Monsieur Paul: No comment ! |
Jeune étudiant, j’avais choisi de rédiger
un mémoire sur la gestion des PME de luxe, avec l’exemple des restaurants 3 étoiles.
J’appelle
le restaurant Paul Bocuse à Collonges, recommandé par des amis communs. C’était
un samedi et on me donne rendez-vous vers 14 heures. J’arrive à Collonges. Il m’accueille.
Un géant qui vous broie la main. Il me dit qu’il a encore à faire en cuisine et
me demande « Tu as déjeuné ? ».
Que peut-on répondre à Paul Bocuse qui vous demande si vous avez déjeuné ?
J’avais déjeuné mais évidemment j’ai répondu non. Il appelle un garçon. «Installe le gamin à cette table, et tu lui fais
goûter un peu de tout . Et sers le bien !». Ce fût… pas racontable, d’autant que vers 15
heures, le voilà, il s’installe, vérifie que je « casse bien la croûte », et nous
commençons à discuter.
Et là - nous sommes en 1974 - il me déroule
tous ses projets, toutes ses prémonitions.
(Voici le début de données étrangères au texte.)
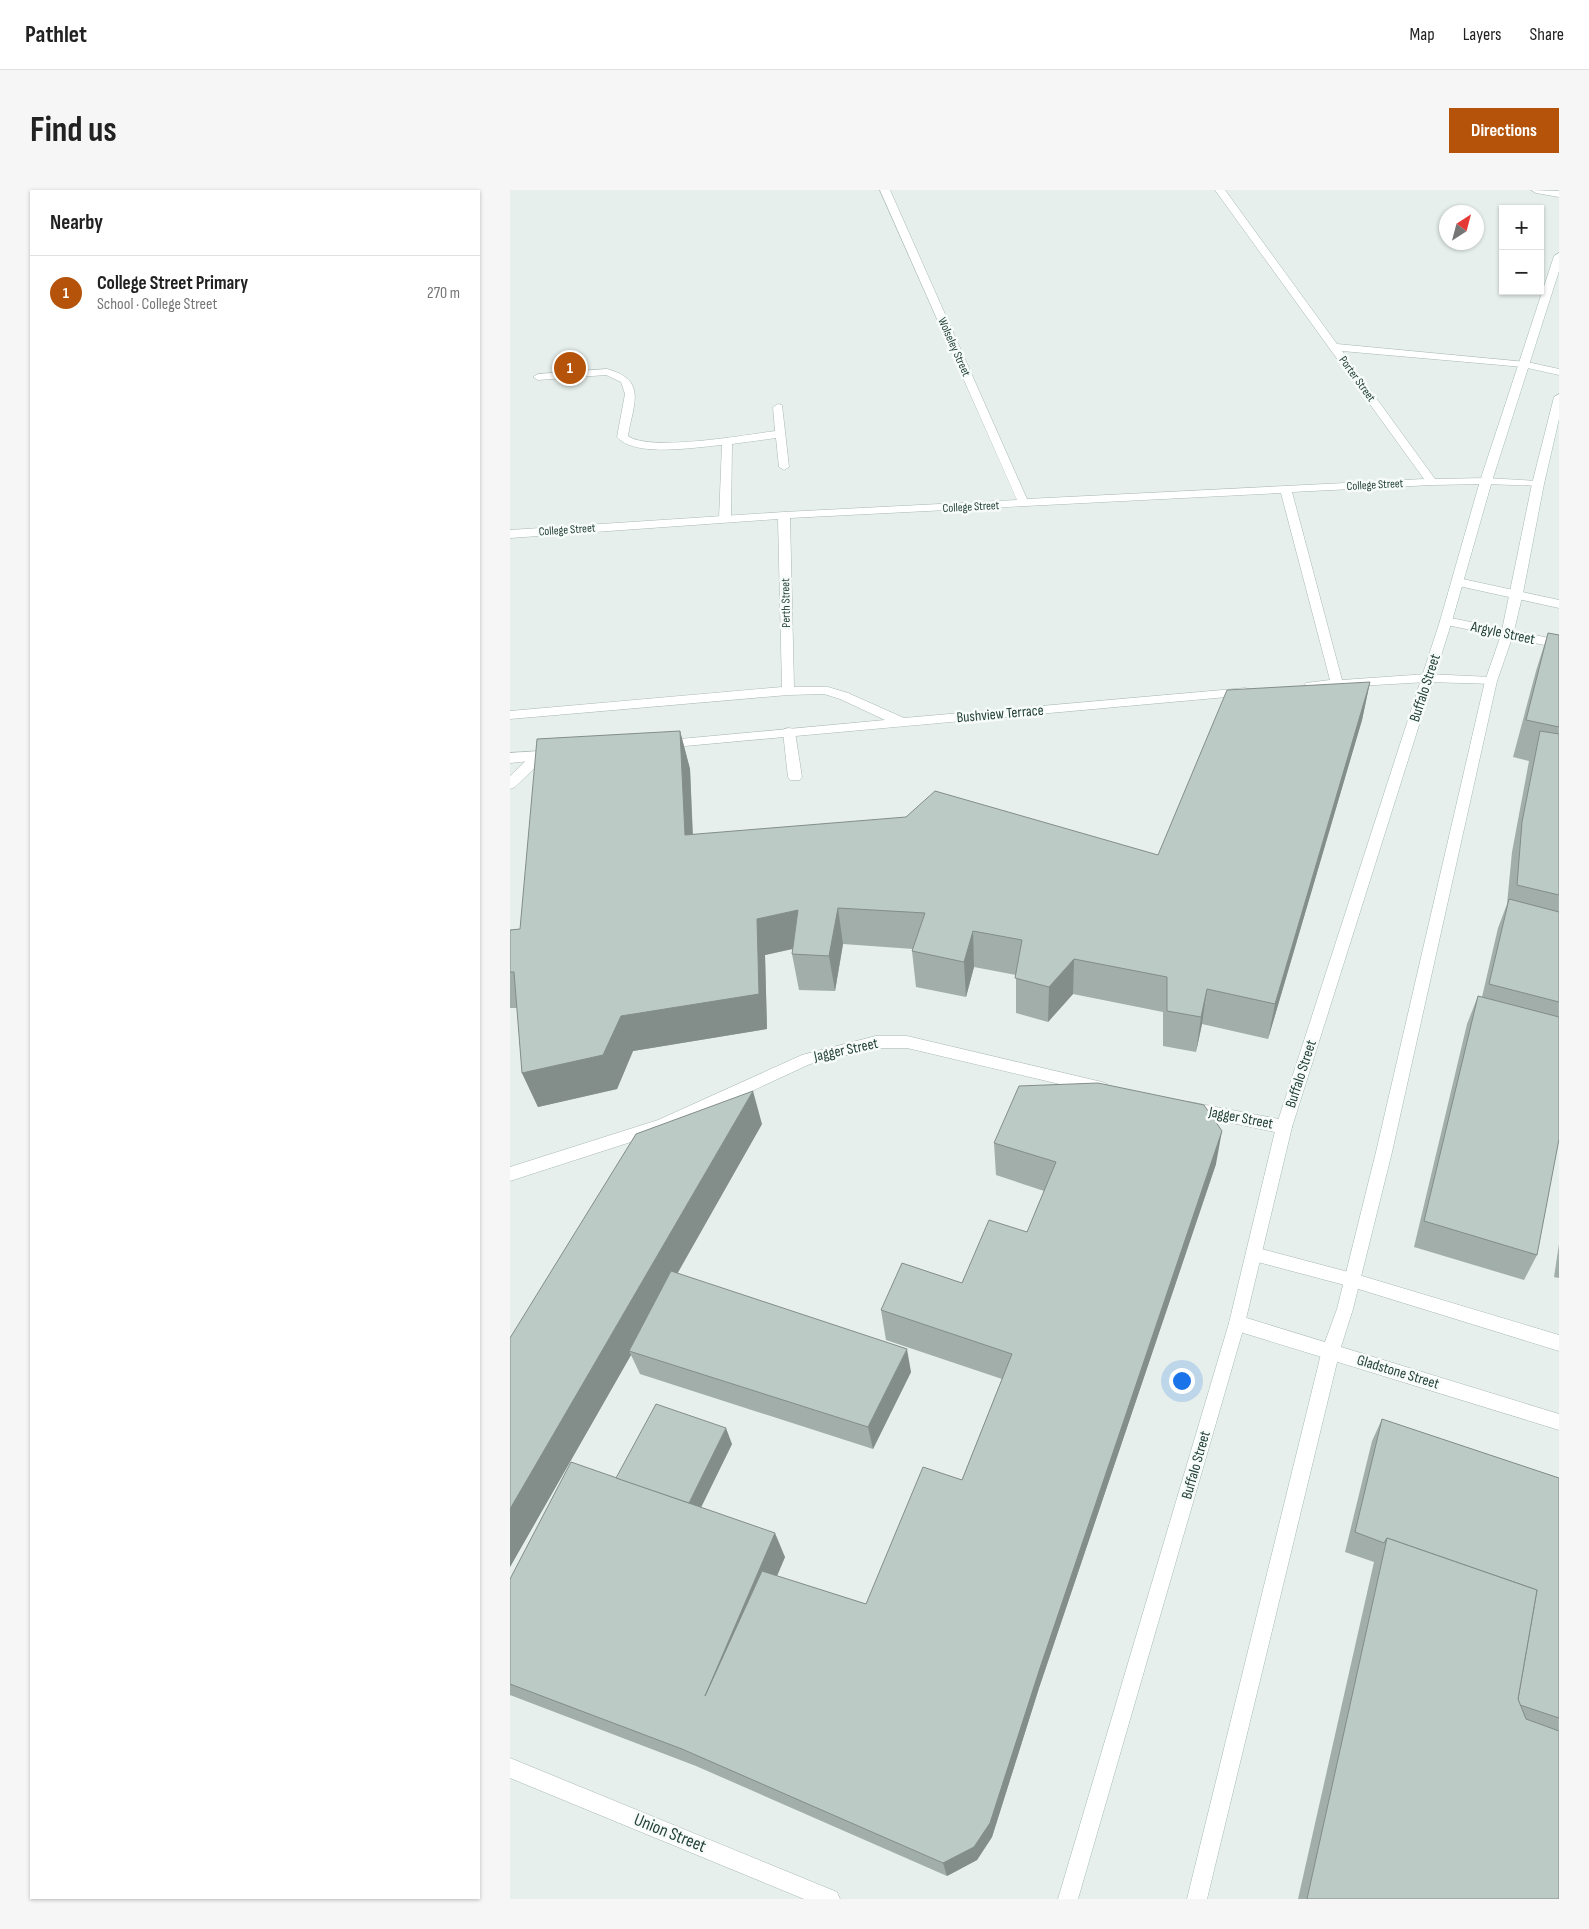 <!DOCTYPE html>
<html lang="en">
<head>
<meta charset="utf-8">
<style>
  :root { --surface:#fff; --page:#f6f6f6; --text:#222; --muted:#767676; --line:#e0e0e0; --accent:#b45309 }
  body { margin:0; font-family:"Sofia Sans Condensed",sans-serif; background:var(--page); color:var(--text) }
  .controls { position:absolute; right:15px; top:15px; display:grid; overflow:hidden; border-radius:0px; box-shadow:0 1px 4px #0004 }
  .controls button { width:45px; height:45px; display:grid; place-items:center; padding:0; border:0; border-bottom:1px solid var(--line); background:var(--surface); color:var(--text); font:25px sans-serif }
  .compass { position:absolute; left:929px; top:15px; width:45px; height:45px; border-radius:50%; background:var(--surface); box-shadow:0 1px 4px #0004; rotate:36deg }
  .you { position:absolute; left:671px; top:1190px; width:18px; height:18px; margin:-12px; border:4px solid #fff; border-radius:50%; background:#1a73e8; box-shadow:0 0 0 8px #1a73e833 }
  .badge { display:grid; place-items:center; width:32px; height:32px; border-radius:50%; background:var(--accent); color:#fff; font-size:16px; font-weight:700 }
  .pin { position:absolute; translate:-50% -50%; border:2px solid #fff; box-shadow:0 1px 5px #0006 }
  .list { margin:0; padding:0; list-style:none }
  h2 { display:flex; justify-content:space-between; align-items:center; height:65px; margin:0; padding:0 20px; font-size:21px }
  h2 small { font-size:16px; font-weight:400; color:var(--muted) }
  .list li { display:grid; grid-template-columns:32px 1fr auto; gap:15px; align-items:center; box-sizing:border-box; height:75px; padding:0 20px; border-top:1px solid var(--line) }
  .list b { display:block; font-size:19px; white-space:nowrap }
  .list p { margin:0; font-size:16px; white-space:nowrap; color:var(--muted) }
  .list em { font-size:16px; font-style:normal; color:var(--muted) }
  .map { position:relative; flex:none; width:1049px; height:1709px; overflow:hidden; border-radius:0px }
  header { display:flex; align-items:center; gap:30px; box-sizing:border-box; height:70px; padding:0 25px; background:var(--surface); border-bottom:1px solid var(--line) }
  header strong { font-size:24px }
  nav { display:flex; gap:28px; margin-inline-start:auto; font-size:18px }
  .intro { display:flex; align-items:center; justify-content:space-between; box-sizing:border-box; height:120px; padding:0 30px }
  h1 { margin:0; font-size:35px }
  .button { padding:12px 22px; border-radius:0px; background:var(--accent); color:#fff; font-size:18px; font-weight:700 }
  main { display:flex; gap:30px; padding:0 30px }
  aside { flex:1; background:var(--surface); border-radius:0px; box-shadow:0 1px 4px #0004 }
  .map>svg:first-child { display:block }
</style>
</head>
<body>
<header>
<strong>Pathlet</strong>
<nav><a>Map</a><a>Layers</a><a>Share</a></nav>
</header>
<div class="intro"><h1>Find us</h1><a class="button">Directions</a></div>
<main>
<aside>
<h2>Nearby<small></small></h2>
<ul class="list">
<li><span class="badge">1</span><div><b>College Street Primary</b><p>School · College Street</p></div><em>270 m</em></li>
</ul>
</aside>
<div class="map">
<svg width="1049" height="1709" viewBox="0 0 1049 1709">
  <rect width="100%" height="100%" fill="#e6efeb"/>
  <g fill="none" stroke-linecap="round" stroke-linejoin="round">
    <g stroke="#a8b8b2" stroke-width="1">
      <g id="service">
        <path d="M 1021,0 L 1049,1 L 1049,7 L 1026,3 Z"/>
        <path d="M 97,179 C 138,190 123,214 118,246 C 139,262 236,245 265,241 L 263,217 L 268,214 L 272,215 L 279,277 L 274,280 L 269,277 L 266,248 L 222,254 L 221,329 L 219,331 L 211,331 L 209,329 L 212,255 C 186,257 125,268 107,247 L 115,204 L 111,192 L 96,185 L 28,190 L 23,187 L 28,184 Z"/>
        <path d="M 279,538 L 284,539 L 285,542 L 292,587 L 290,590 L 280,590 L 278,587 L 273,542 L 274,539 Z"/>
        <path d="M 29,561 L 34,563 L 35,566 L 34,569 L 5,597 L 0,599 L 0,586 L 24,563 Z"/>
      </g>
    </g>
    <g stroke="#a8b8b2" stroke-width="1">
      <g id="minor">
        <path d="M 370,0 L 380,0 L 517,309 L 914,289 L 705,0 L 715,0 L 827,154 L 1017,172 L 1018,174 L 1017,176 L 1013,177 L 832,161 L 925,289 L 976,288 L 1028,291 L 1032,292 L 1034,294 L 1032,296 L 976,294 L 922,295 L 782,302 L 832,490 L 917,484 L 981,487 L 987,491 L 985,494 L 917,492 L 796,499 L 794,496 L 796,493 L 820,490 L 771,303 L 280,328 L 284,497 L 318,497 L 338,503 L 394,528 L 735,498 L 739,499 L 741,502 L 739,505 L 153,558 L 148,557 L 147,554 L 148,551 L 375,530 L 330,509 L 314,504 L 278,505 L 0,529 L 0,521 L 272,497 L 268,329 L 0,348 L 0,340 L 274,322 L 507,310 Z"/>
        <path d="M 948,388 L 1049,410 L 1049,418 L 944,395 L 942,392 L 944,389 Z"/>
        <path d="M 936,427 L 1049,450 L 1049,458 L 932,434 L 930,431 L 932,428 Z"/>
        <path d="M 46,560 L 51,562 L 52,565 L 51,568 L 0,573 L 0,563 Z"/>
        <path d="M 366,846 L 397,846 L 592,892 L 597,894 L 600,898 L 597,902 L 592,904 L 397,858 L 366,858 L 300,874 L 158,940 L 0,991 L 0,977 L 148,930 L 292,865 Z"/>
        <path d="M 680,912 L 774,930 L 780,932 L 782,937 L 780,942 L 774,944 L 680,924 L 675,923 L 672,918 L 675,913 Z"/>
        <path d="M 744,1057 L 842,1083 L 1049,1145 L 1049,1161 L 842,1097 L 744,1071 L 738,1069 L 736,1064 L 738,1059 Z"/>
        <path d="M 727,1125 L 1049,1224 L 1049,1240 L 727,1141 L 721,1138 L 719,1133 L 721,1128 Z"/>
        <path d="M 0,1568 L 327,1702 L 330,1709 L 294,1709 L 0,1588 Z"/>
      </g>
    </g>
    <g stroke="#a8b8b2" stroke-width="1">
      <path id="tertiary" d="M 1013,171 L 1049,179 L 1049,185 L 1009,176 L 1008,174 L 1009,172 Z"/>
    </g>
    <g stroke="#a4bbb3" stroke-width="1">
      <g id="secondary">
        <path d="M 1049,63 L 1049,81 L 982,291 L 942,431 L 782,937 L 735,1133 L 568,1709 L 548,1709 L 719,1133 L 766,937 L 930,431 L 970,291 L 1044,66 Z"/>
        <path d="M 1049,204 L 1049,229 L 1034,294 L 1013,403 L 1003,445 L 987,491 L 882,962 L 843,1119 L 830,1160 L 697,1709 L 677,1709 L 812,1160 L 827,1119 L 866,962 L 975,491 L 991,445 L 1022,294 L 1044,207 Z"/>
      </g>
    </g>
    <use href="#service" fill="#fff" fill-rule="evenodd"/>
    <use href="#minor" fill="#fff" fill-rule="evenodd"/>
    <use href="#tertiary" fill="#fff" fill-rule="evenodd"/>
    <use href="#secondary" fill="#fff" fill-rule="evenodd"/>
  </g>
  <g fill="#a1aea9">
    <path d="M 1038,443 L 1049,445 L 1049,949 L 1027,1065 L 1014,1090 L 904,1057 L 957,834 L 968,806 L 972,807 L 988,738 L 997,714 L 1002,662 L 1019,571 L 1003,567 L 1026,481 Z"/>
    <path d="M 860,492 L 852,530 L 758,849 L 692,834 L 686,862 L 653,856 L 653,822 L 563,804 L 538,832 L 506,823 L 506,785 L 464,777 L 456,807 L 406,797 L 402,761 L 403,759 L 333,754 L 325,801 L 289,800 L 282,764 L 283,759 L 255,765 L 257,839 L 123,861 L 107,899 L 28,917 L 12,883 L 7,818 L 0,818 L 0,740 L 10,739 L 170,541 L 180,579 L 183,644 L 648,665 Z"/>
    <path d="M 252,934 L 167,1083 L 401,1182 L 363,1259 L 130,1184 L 121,1165 L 0,1377 L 0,1148 Z"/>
    <path d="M 484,953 L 706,974 L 529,1498 L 482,1647 L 467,1670 L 437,1686 L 186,1576 L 0,1505 L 0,1389 L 106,1288 L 222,1254 L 191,1317 L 275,1367 L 267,1386 L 356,1414 L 452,1290 L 492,1189 L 376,1150 L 371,1120 L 452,1093 L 517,1042 L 534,1001 L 486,985 Z"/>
    <path d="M 1049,1054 L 1049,1088 L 1044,1087 Z"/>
    <path d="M 872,1229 L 1049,1288 L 1049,1709 L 788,1709 L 864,1372 L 835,1362 L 862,1251 Z"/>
  </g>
  <g fill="#838d89">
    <path d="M 860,492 L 852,530 L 758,849 L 765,814 Z"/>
    <path d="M 170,541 L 180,579 L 184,682 L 175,645 Z"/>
    <path d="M 328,718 L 333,754 L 325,801 L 319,766 Z"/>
    <path d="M 288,720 L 295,756 L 255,765 L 257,839 L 123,861 L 107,899 L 28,917 L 12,883 L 247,729 Z"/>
    <path d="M 463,741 L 464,777 L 456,807 L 454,772 Z"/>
    <path d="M 564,769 L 563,804 L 538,832 L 539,797 Z"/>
    <path d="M 697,799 L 692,834 L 686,862 L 691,827 Z"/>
    <path d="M 243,901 L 252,934 L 123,1162 L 119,1161 L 121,1165 L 0,1377 L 0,1319 Z"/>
    <path d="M 712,941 L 706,974 L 529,1498 L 482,1647 L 467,1670 L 437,1686 L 433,1673 Z"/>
    <path d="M 397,1159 L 401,1182 L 363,1259 L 358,1237 Z"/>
    <path d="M 216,1238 L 222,1254 L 182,1336 L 175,1322 Z"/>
    <path d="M 265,1343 L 275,1367 L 208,1525 L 195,1506 Z"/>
  </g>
  <g fill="#bbcac4" stroke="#838d89">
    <path d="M 1038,443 L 1049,445 L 1049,537 L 1016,530 Z"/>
    <path d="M 860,492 L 765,814 L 697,799 L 691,827 L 657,821 L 657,787 L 564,769 L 539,797 L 505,788 L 512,750 L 463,741 L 454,772 L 402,761 L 415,723 L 328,718 L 319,766 L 282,764 L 288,720 L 247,729 L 249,804 L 111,826 L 93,865 L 12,883 L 4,782 L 0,782 L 0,740 L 10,739 L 27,549 L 170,541 L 175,645 L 396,627 L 425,601 L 648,665 L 717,500 Z"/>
    <path d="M 1030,541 L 1049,544 L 1049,705 L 1007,695 L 1012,632 Z"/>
    <path d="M 999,709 L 1049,722 L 1049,812 L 979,794 Z"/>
    <path d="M 968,806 L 1049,827 L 1049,949 L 1027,1065 L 914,1031 Z"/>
    <path d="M 588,893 L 694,915 L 712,941 L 530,1478 L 480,1633 L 464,1657 L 433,1673 L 172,1559 L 0,1494 L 0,1389 L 61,1272 L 265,1343 L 195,1506 L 252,1381 L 356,1414 L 413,1277 L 452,1290 L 502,1164 L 371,1120 L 392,1073 L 452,1093 L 479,1030 L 517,1042 L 546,972 L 484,953 L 509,896 Z"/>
    <path d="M 243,901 L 0,1319 L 0,1148 L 126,944 Z"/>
    <path d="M 161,1081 L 397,1159 L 358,1237 L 119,1161 Z"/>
    <path d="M 146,1214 L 216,1238 L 179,1313 L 106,1288 Z"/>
    <path d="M 872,1229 L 1049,1288 L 1049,1528 L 1010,1515 L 1008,1509 L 1027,1400 L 877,1348 L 874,1353 L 845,1342 Z"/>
    <path d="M 877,1348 L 1027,1400 L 1008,1509 L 1016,1529 L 1049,1541 L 1049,1709 L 797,1709 Z"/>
  </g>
  <g text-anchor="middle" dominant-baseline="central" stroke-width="5" stroke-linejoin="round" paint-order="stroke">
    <g font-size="12" fill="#24423a" stroke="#f7fbf9">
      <text transform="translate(444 157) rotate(66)">Wolseley Street</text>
      <text transform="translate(847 189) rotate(54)">Porter Street</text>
      <text transform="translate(865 295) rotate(-3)">College Street</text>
      <text transform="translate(461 317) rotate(-3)">College Street</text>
      <text transform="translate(57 340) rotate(-4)">College Street</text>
      <text transform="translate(276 413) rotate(-91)">Perth Street</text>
    </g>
    <g font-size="15" fill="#24423a" stroke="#f7fbf9">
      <text transform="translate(993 443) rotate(12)">Argyle Street</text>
      <text transform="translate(915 498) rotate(-72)">Buffalo Street</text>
      <text transform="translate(490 524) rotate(-5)">Bushview Terrace</text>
      <text transform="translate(336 860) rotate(-12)">Jagger Street</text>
      <text transform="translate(791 884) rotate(-72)">Buffalo Street</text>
      <text transform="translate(731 928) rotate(11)">Jagger Street</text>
      <text transform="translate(888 1182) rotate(17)">Gladstone Street</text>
      <text transform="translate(686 1275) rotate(-74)">Buffalo Street</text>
    </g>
    <g font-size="18" fill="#24423a" stroke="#f7fbf9">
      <text transform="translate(160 1643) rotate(22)">Union Street</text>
    </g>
  </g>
</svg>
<div class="controls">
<button>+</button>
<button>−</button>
</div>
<svg class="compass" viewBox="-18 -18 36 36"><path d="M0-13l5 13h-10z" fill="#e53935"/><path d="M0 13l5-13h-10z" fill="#767676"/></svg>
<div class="you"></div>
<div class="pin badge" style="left:60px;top:178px">1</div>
</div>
</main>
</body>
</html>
Ses brasseries, sa conquête du
monde, Institut Paul Bocuse avec ses masters dans le monde d’entier, les Bocuse
d’or, l’événement de la gastronomie mondiale tous les deux ans, les Halles de Lyon-
Paul Bocuse.
Nous étions là, dans ce temple de la gastronomie, moi le petit étudiant, lui le pape de la cuisine, et "Monsieur Paul" accordait deux heures de son
temps, un samedi, après le coup de feu, au gamin venu l’interroger !!!
Paul Bocuse est mort. C’est un empereur qui
vient de s’éteindre. Un monstre sacré. Le père de tous les cuisiniers français
d’aujourd’hui. Bocuse a permis, a incarné le passage entre la cuisine française
traditionnelle, Fernand Point, la Mère Brazier, la mère Fillioud, la cuisine
des mères lyonnaises, à la cuisine française mondialisée, des Ducasse, Gagnaire,
Marcon, Anne-Sophie Pic. Bocuse est le premier à être sorti de ses cuisines pour
conquérir le monde. Connu en Chine, au Japon ou aux Etats-Unis, mais toujours
les pieds dans son auberge de Collonges-aux-Mont d’Or à Lyon.
Bien sûr, depuis quelques années, il était
malade et diminué mais quel bonhomme, un monde disparaît avec lui.
C’est la Tour Eiffel qu’il faudrait mettre en
berne, une minute de silence dans tous les restos.
Et puis, puisque au fronton
du Panthéon, il est écrit : « Aux grands hommes, la Patrie
reconnaissante », rien ne conviendrait mieux que Bocuse au Panthéon
national, lui qui y est déjà au Panthéon du génie gastronomique.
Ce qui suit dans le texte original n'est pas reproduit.